Author Guest Post

Dear YA Me | Abigail Tarttelin

January 24, 2016
The Riveted Team
Believe In Your Shelf

Dear Nineteen-Year-Old-Abby,

You know how we never regret? Well, let’s start this off by stating that that is totally a good life choice. However, since this letter is from the future, I’m sending you some knowledge and bits of advice I maybe wish I had known at the time. But honestly, I’m totally cool with having learned all the lessons that I did (sort of, maybe).

First:  You don’t grow up! Nobody does. You just remain you. You don’t become more important, or profound, or smarter because you age. That’s something adults put on you because they’re insecure about being closer to death.

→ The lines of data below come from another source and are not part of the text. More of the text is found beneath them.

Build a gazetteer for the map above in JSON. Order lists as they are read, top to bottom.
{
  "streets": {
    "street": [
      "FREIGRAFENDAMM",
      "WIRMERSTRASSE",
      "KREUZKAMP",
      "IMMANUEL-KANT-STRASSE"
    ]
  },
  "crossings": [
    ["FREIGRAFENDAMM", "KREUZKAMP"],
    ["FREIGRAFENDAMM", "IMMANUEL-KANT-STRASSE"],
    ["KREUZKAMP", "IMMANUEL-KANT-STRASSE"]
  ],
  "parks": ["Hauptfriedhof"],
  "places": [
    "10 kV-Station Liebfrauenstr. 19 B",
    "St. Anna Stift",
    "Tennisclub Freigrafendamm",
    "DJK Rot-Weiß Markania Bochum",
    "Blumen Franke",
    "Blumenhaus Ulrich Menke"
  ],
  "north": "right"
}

Listen to your own voice. Your opinions, thoughts, and feelings are as important now as they will ever be—don’t let anyone undermine them.

Second:  You won’t constantly get more confident. It’s more like, you will be super confident at 23, crash around 25 and learn a lot, then get more confident. In the long-term, it’s also less about the, “I-can-do-anything-crusader,” confidence and more about the, “I-have-done-a-lot, watch-me-get-through-this,” toughness that comes from hitting rock bottom, and then clawing your way back up like a total badass. I’m not sure I should be telling you this stuff about rock bottom—I don’t want to bum you out.—but no one dies, though, okay? So that’s good.

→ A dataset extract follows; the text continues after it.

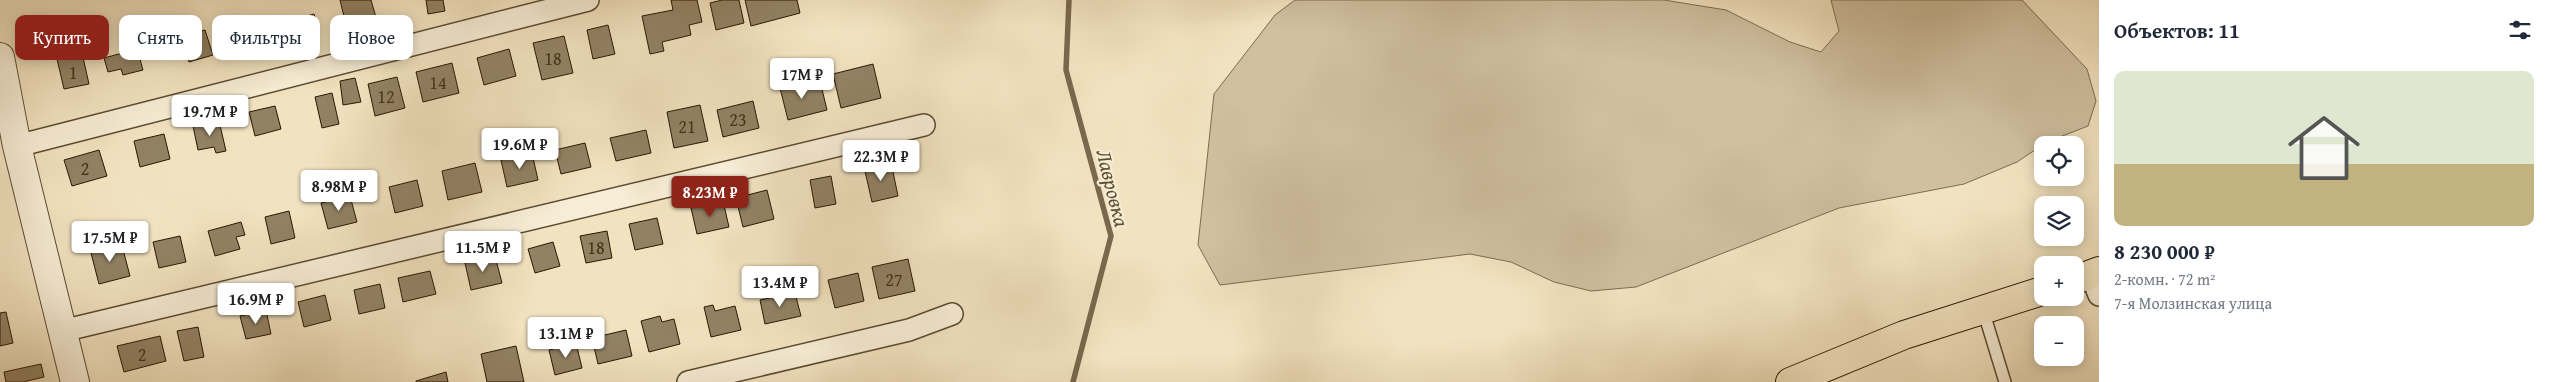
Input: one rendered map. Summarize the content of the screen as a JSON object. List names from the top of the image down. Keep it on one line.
{"water":["Лавровка"],"house_numbers":["18","1","14","12","23","21","2","18","27","2"],"page":{"heading":"Объектов: 11","chip":["Купить","Снять","Фильтры","Новое"],"price":["17M ₽","19.7M ₽","19.6M ₽","22.3M ₽","8.98M ₽","8.23M ₽","17.5M ₽","11.5M ₽","13.4M ₽","16.9M ₽","13.1M ₽"],"list":[{"name":"8 230 000 ₽","note":"2-комн. · 72 m² · 7-я Молзинская улица"}],"map_buttons":["+","−"]}}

Just keep aiming high. People will think you’re crazy, but you’ll be right. I want to thank you for working hard, and having dreams, because I am living in the run-off of your struggle, and it is sunny.

Third:  It is completely okay to be a tad shallow when it comes to guys. The hot ones are hotter to touch, as you will learn from your relationships. Just don’t EVER sacrifice a SINGLE DAMN THING for a man. Avoid the ones that smile “indulgently” about how weird you are; anyone who uses the words ‘fat’, ‘weight’, or makes a face when you eat; the arrogant; men who quietly resent; he who abuses/cheats on/undermines women; those who insult their exes; stoners, and flirts. Also, you were right about the three-month rule—if he’s not committed after that long, break it off. It’s fairer on you both in the long run, and a lot easier to handle.

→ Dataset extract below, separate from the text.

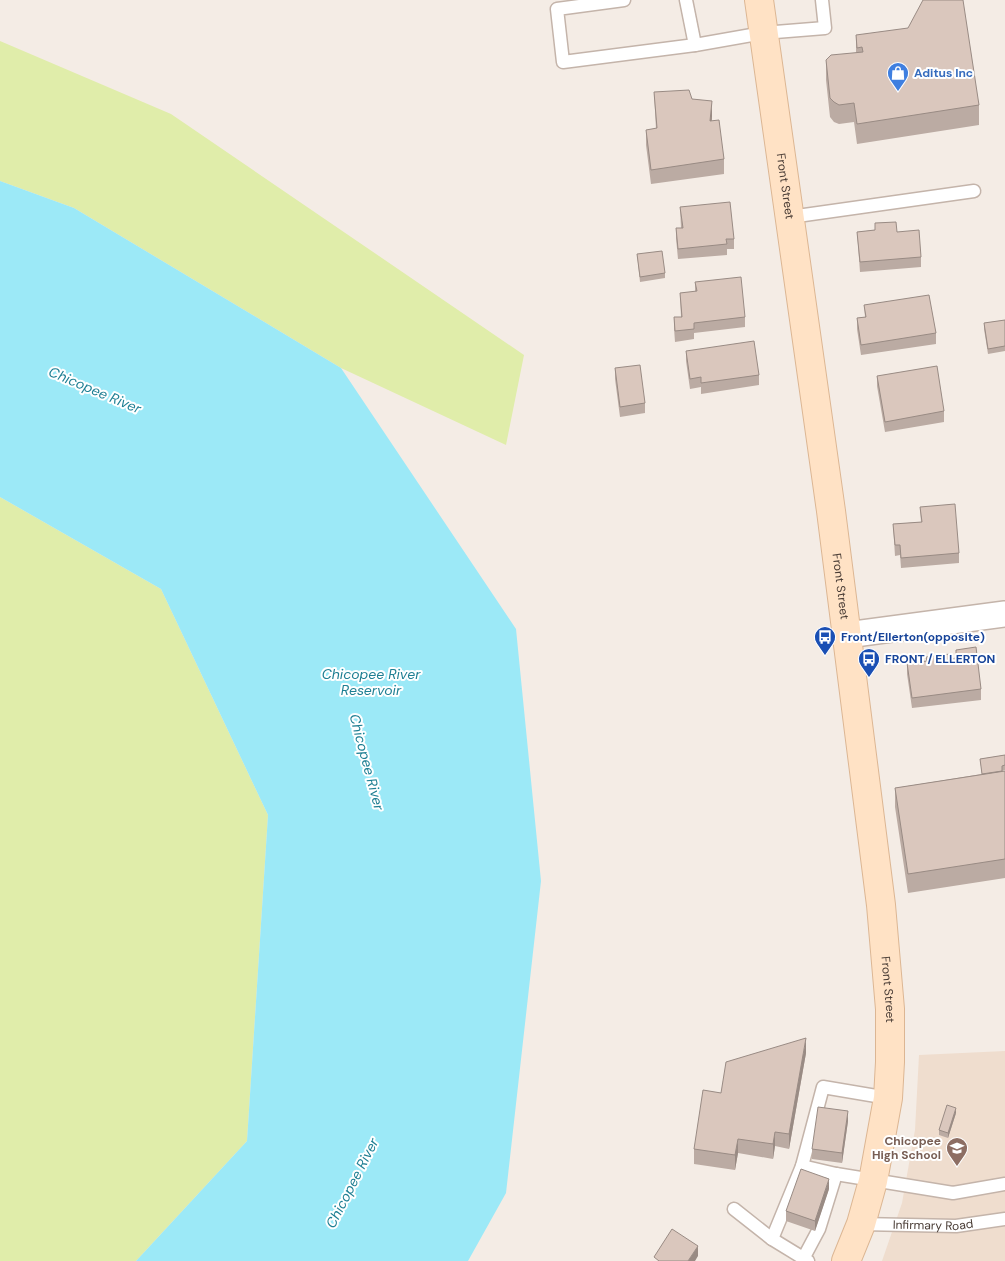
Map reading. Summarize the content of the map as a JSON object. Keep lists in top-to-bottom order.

One day, however, one will come along who loves you for who you are. I’m not going to tell you when, but I will say don’t waste time waiting. Enjoy the buffet until the four-tier-cake arrives.

Fourth:  Get to know your grandparents. There is much to see, fun to be had, people to love, and lessons to learn. Life can be a fiasco or a feast, it depends how you see it, and what you do with it—Grandad said that.

Fifth:  Sometimes people will hate you. If you pay attention, you’ll find it is mostly when you are doing stuff. There are those who do, and those who criticize. Ignore the latter.

As we come to a close, I want to thank you. The teenage years are the hardest, and you’re going through them so I can have a better life. Thank you for not being mean; that would be horrendous to look back on. Thank you for embracing feminism before it was cool. Thank you for not doing drugs—my body is a temple. Thank you for working hard. Thank you for not giving up on me. I promise I’m still taking care of you, and all your crazy dreams. And also? Totally make time to write that book you’ve been thinking about. It’s… let’s just say it’s a good idea.

Lastly? Never forget all the lessons Buffy taught us.



P.S. Please get a tattoo. I can’t decide on one. Do it for me.